Re: [3.15-rc3] Bisected: xen-netback mangles packets between two guests on a bridge since merge of "TX grant mapping with SKBTX_DEV_ZEROCOPY instead of copy" series.
From: Zoltan Kiss <hidden>
Date: 2014-05-01 15:16:59
On 01/05/14 15:05, Sander Eikelenboom wrote:
Thursday, May 1, 2014, 3:49:45 PM, you wrote:quoted
On 30/04/14 11:45, Sander Eikelenboom wrote:quoted
Another point would be: what *correctness* testing is actually done on the xen-net* patches ?I can speak only about my patches: I have manually tested them for the usecases where they likely to make a difference, plus they went through Xenserver's full test suite several times.I think Paul's patches for 3.14 also went through this testsuite fine, however it did have a bug in it. Does this testsuite include a test which causes a diverse pattern of frags (for both tx and rx case) ?

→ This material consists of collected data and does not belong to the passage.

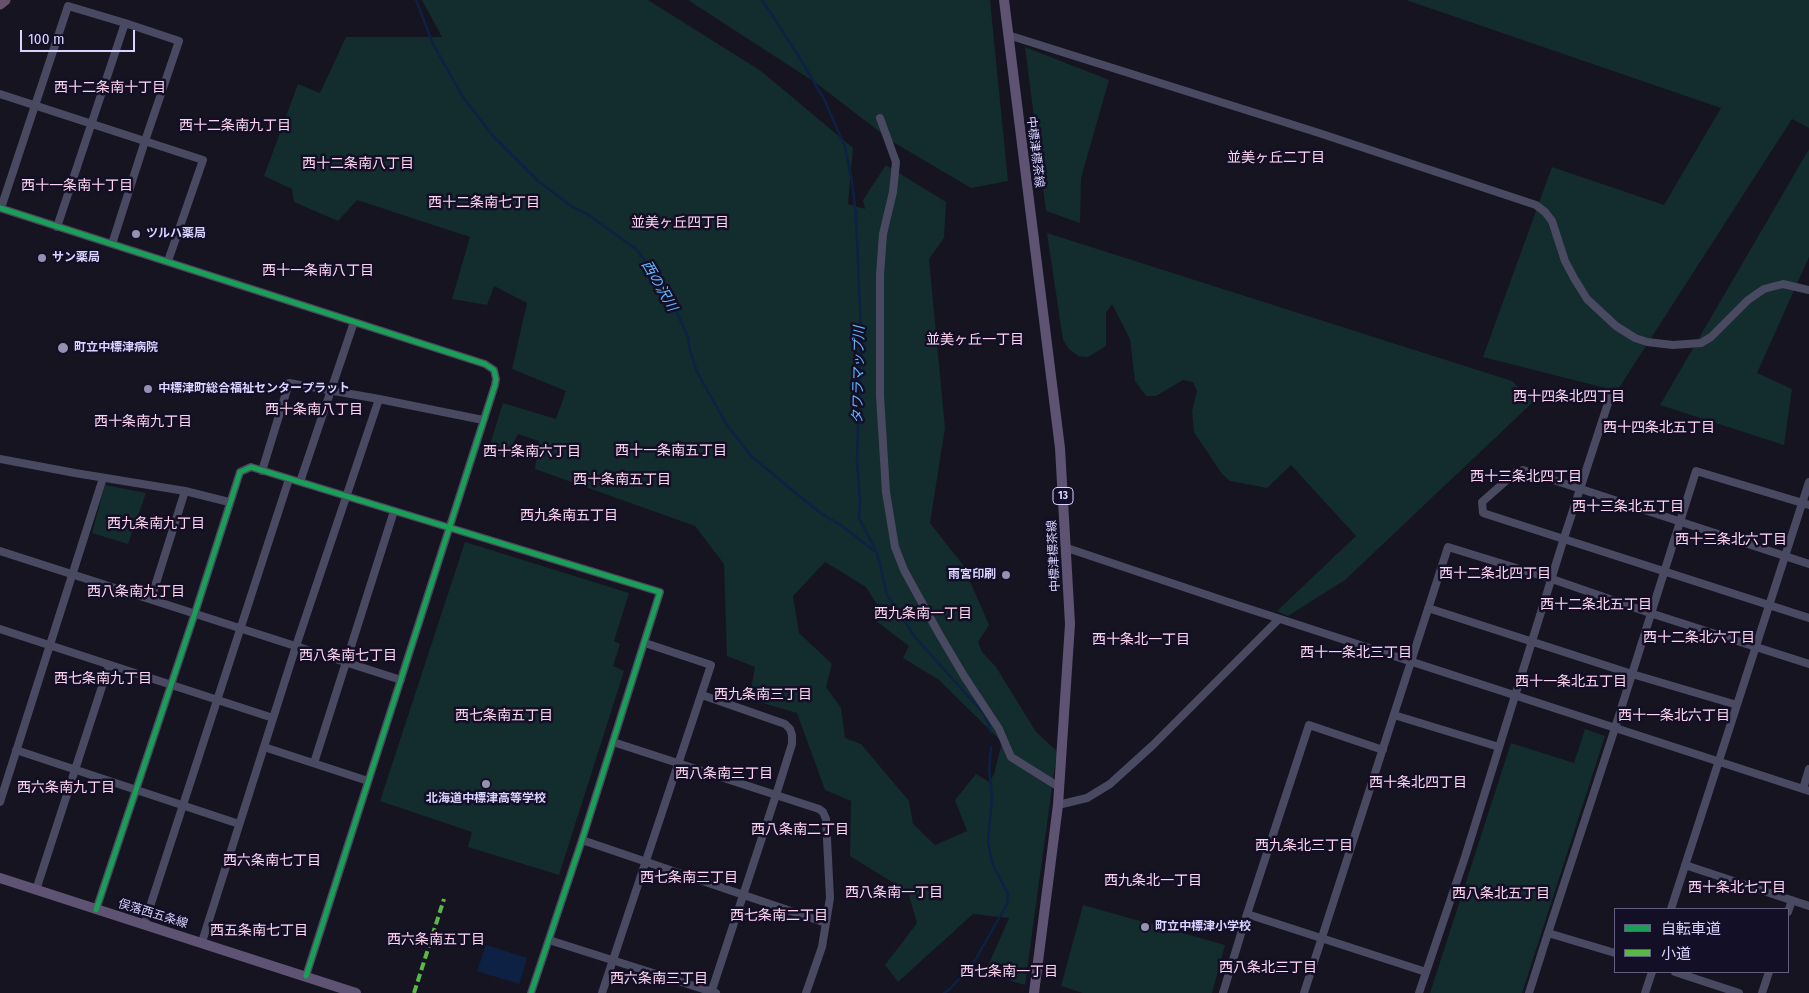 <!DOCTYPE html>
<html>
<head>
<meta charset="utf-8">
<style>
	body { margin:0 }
	#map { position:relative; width:1809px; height:993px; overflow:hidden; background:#161421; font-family:"Fira Sans Condensed","Noto Sans JP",sans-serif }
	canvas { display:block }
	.legend { position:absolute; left:1614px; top:908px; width:175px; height:65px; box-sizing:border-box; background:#130f26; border:1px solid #625e7d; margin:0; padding:6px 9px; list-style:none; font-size:15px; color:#d9d4ff }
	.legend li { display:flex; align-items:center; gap:10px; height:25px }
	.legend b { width:25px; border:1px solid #625e7d }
	.scale { position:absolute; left:20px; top:30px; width:115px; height:22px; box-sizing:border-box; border:2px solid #d9d4ff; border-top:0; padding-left:6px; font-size:15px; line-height:18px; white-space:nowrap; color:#d9d4ff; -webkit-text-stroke:4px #130f26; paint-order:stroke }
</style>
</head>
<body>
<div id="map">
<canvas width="1809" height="993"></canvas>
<ul class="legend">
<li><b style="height:6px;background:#1a9f57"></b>自転車道</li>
<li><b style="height:6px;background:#58b947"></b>小道</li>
</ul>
<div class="scale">100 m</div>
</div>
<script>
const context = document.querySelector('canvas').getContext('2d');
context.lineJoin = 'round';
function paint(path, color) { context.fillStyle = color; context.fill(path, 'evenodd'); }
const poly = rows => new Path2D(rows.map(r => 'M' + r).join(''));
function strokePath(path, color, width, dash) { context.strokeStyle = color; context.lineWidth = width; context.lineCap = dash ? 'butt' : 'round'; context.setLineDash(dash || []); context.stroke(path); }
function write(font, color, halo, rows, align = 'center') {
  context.font = font + ' "Fira Sans Condensed","Noto Sans JP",sans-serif'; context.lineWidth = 5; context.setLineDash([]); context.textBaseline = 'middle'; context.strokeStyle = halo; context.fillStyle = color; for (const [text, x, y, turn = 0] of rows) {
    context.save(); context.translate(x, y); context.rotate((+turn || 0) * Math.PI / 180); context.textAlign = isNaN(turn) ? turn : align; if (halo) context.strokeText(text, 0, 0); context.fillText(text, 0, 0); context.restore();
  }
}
paint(poly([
	[422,0,648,0,761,71,853,148,848,204,865,209,863,200,886,165,946,202,944,238,929,259,945,428,930,523,963,565,989,625,978,642,982,652,996,667,1036,732,1057,751,1025,985,985,973,1009,918,973,914,898,982,885,965,917,923,908,892,850,856,851,801,825,790,797,713,749,699,755,667,727,656,724,564,695,526,535,469,539,441,518,434,506,457,488,451,503,403,556,419,566,391,512,369,527,303,494,286,487,305,452,299,470,237,357,200,338,221,294,202,292,189,264,176,298,84,320,93,346,37,442,37],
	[825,562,866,587,881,611,876,621,909,646,903,658,939,680,1002,742,994,774,989,782,976,774,955,800,967,831,935,845,913,824,909,801,861,744,845,738,841,708,826,687,832,664,799,633,793,596],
	[688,0,990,0,1008,181,971,188,893,142,816,83],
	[1406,0,1809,0,1809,128,1792,119,1617,391,1483,357,1552,167,1664,205,1721,108],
	[1025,47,1109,80,1081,178,1080,223,1046,211],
	[1809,149,1809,257,1757,373,1792,389,1784,445,1660,405],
	[1047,233,1512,381,1533,402,1345,580,1288,616,1277,611,1356,536,1291,465,1267,488,1230,481,1222,474,1194,432,1192,411,1197,391,1193,382,1183,380,1156,396,1146,396,1135,381,1130,339,1112,304,1106,313,1106,346,1088,357,1078,356,1069,349,1063,340],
	[105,485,146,493,128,544,92,533],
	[465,542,629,593,614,641,620,644,613,666,624,671,559,875,468,847,472,832,380,801],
	[1585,729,1605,736,1522,993,1430,993,1511,743,1574,763],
	[1083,905,1225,945,1212,993,1083,993,1061,986]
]), '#132c2d');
paint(poly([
	[486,945,527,958,519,984,477,971]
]), '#0d2144');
strokePath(poly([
	[416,0,433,44,463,97,492,135,538,181,571,206,587,214,636,249,650,267,673,304,688,337,690,351,698,374,727,425,752,457,819,512,842,526,876,552],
	[762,0,798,55,825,101,845,147,852,181,856,216,861,333,857,460,860,501,859,518,877,553,887,595,915,637,985,715,991,732],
	[944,993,951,988,974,962,1007,904,1008,894,992,863,988,842,992,797,989,769,991,747]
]), '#0d2144', 2.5);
strokePath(poly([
	[1008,35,1319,133,1536,205,1545,212,1552,221,1565,261,1574,278,1587,299,1616,326,1635,338,1647,342,1673,345,1701,343,1711,337,1748,300,1764,289,1783,284,1809,290],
	[0,94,203,160,168,261],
	[880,118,896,162,893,192,883,234,880,275,880,396,886,492,895,547,904,570,938,632,964,676,999,729,1011,757,1059,787],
	[0,208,485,364,494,370,496,379,495,385,306,976],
	[1,208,68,6,125,23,57,227],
	[112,244,145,141,179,41,125,23],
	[0,459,75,473,185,491,229,502],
	[262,471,289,383,379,399,483,420],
	[300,482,354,322],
	[1067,548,1231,603,1809,791],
	[0,551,401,680],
	[1809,564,1523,470,1516,472,1482,502,1483,513,1809,618],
	[151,599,185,491],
	[1428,608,1632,674,1737,705],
	[0,629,273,718],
	[702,695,785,724,790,729,792,735,792,744,776,795,711,993],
	[1394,715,1499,747],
	[613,742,776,795,819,809,823,812,826,819,830,898,822,947,806,993],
	[264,747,368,781],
	[16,750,239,824],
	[314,763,394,511],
	[1803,789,1809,769],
	[0,802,103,478],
	[1058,805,1087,798,1110,784,1153,745,1279,619],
	[582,840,826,923],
	[1685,865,1809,906],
	[36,890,109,665],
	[1671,909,1809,482],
	[96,910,195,613,240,472,251,467,660,592,582,840,531,993],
	[1788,912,1792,900],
	[1247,914,1426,972],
	[144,925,289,479],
	[1548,933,1615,728,1696,471,1809,505],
	[549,940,716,993],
	[202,942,296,646,379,399],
	[1675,972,1739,993],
	[602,993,711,665,645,643],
	[1223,993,1247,914,1309,725,1383,750],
	[1304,993,1448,547,1552,579,1650,613,1809,664],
	[1419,993,1465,857,1564,538,1610,397],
	[1529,993,1548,933,1615,953],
	[1645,993,1652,972],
	[1762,993,1769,972]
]), '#4a4962', 8);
strokePath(poly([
	[1004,0,1060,448,1070,624,1058,805,1034,993],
	[0,878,356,993]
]), '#5e5373', 10);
strokePath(poly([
	[0,4,5,0]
]), '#67516a', 11);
strokePath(poly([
	[414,993,444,899]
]), '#58b947', 4, [8, 4]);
strokePath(poly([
	[0,208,485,364,494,370,496,379,495,385,306,976],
	[96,910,195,613,240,472,251,467,660,592,582,840,531,993]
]), '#1a9f57', 5);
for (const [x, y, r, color] of [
	[136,234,5,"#9591b1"],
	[42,258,5,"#9591b1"],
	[63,348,6,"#9591b1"],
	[148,389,5,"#9591b1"],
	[1006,575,5,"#9591b1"],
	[486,784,5,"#9591b1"],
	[1145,927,5,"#9591b1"]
]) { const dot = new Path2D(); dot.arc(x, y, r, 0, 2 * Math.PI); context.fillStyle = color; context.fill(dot); strokePath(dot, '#130f26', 2); }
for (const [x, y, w] of [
	[1063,496,20]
]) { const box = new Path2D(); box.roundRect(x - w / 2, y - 8.5, w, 17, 4); context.fillStyle = '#130f26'; context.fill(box); strokePath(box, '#d9d4ff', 1); }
write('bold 11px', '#d9d4ff', null, [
	["13",1063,496]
]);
write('12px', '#d9d4ff', '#130f26', [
	["中標津標茶線",1035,152,83],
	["中標津標茶線",1054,556,-93],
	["俣落西五条線",153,914,17]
]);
write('bold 12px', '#d9d4ff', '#130f26', [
	["ツルハ薬局",146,234],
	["サン薬局",52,258],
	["町立中標津病院",74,348],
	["中標津町総合福祉センタープラット",158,389],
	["雨宮印刷",996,575,"right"],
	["北海道中標津高等学校",486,799,"center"],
	["町立中標津小学校",1155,927]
], 'left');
write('14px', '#ffd6f0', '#130f26', [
	["西十二条南十丁目",110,88],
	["西十二条南九丁目",235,126],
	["並美ヶ丘二丁目",1276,158],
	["西十二条南八丁目",358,164],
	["西十一条南十丁目",77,186],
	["西十二条南七丁目",484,203],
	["並美ヶ丘四丁目",680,223],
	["西十一条南八丁目",318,271],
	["並美ヶ丘一丁目",975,340],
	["西十四条北四丁目",1569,397],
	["西十条南八丁目",314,410],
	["西十条南九丁目",143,422],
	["西十四条北五丁目",1659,428],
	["西十一条南五丁目",671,451],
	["西十条南六丁目",532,452],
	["西十三条北四丁目",1526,477],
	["西十条南五丁目",622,480],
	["西十三条北五丁目",1628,507],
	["西九条南五丁目",569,516],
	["西九条南九丁目",156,524],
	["西十三条北六丁目",1731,540],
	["西十二条北四丁目",1495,574],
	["西八条南九丁目",136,592],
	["西十二条北五丁目",1596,605],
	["西九条南一丁目",923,614],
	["西十二条北六丁目",1699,638],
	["西十条北一丁目",1141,640],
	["西十一条北三丁目",1356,653],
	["西八条南七丁目",348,656],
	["西七条南九丁目",103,679],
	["西十一条北五丁目",1571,682],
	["西九条南三丁目",763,695],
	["西七条南五丁目",504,716],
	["西十一条北六丁目",1674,716],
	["西八条南三丁目",724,774],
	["西十条北四丁目",1418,783],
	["西六条南九丁目",66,788],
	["西八条南二丁目",800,830],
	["西九条北三丁目",1304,846],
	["西六条南七丁目",272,861],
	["西七条南三丁目",689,878],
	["西九条北一丁目",1153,881],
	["西十条北七丁目",1737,888],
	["西八条南一丁目",894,893],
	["西八条北五丁目",1501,894],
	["西七条南二丁目",779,916],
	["西五条南七丁目",259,931],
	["西六条南五丁目",436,940],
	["西八条北三丁目",1268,968],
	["西七条南一丁目",1009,972],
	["西六条南三丁目",659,979]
]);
write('italic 14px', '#62b6ff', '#130f26', [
	["西の沢川",659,286,60],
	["タワラマップ川",859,375,-89]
]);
</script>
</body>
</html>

Unfortunately these tests doesn't directly try with various skb layouts, but it depends on the sending application/kernel what kind of packet they feed in to netback/netfront. I was always thinking we should create a testing facility where we can generate various different skb's and feed them in at an arbitrary part of the networking stack. Or does such thing already exist?
quoted
quoted
As i suspect this is again about fragmented packets .. that doesn't seem to be included in any test case while it actually seems to be a case which is hard to get right...Beware, there are frags and frag_list which are two entirely different things with confusing names. In netback case, frags are used to pass through large packets for a long time. frag_list is used only since my grant mapping patches, to handle older guests (see comment in include/xen/interface/io/netif.h for XEN_NETIF_NR_SLOTS_MIN)Ah ok .. it's not about the frags in the packets being handled, but the frag mechanism is supposed to be used internally ?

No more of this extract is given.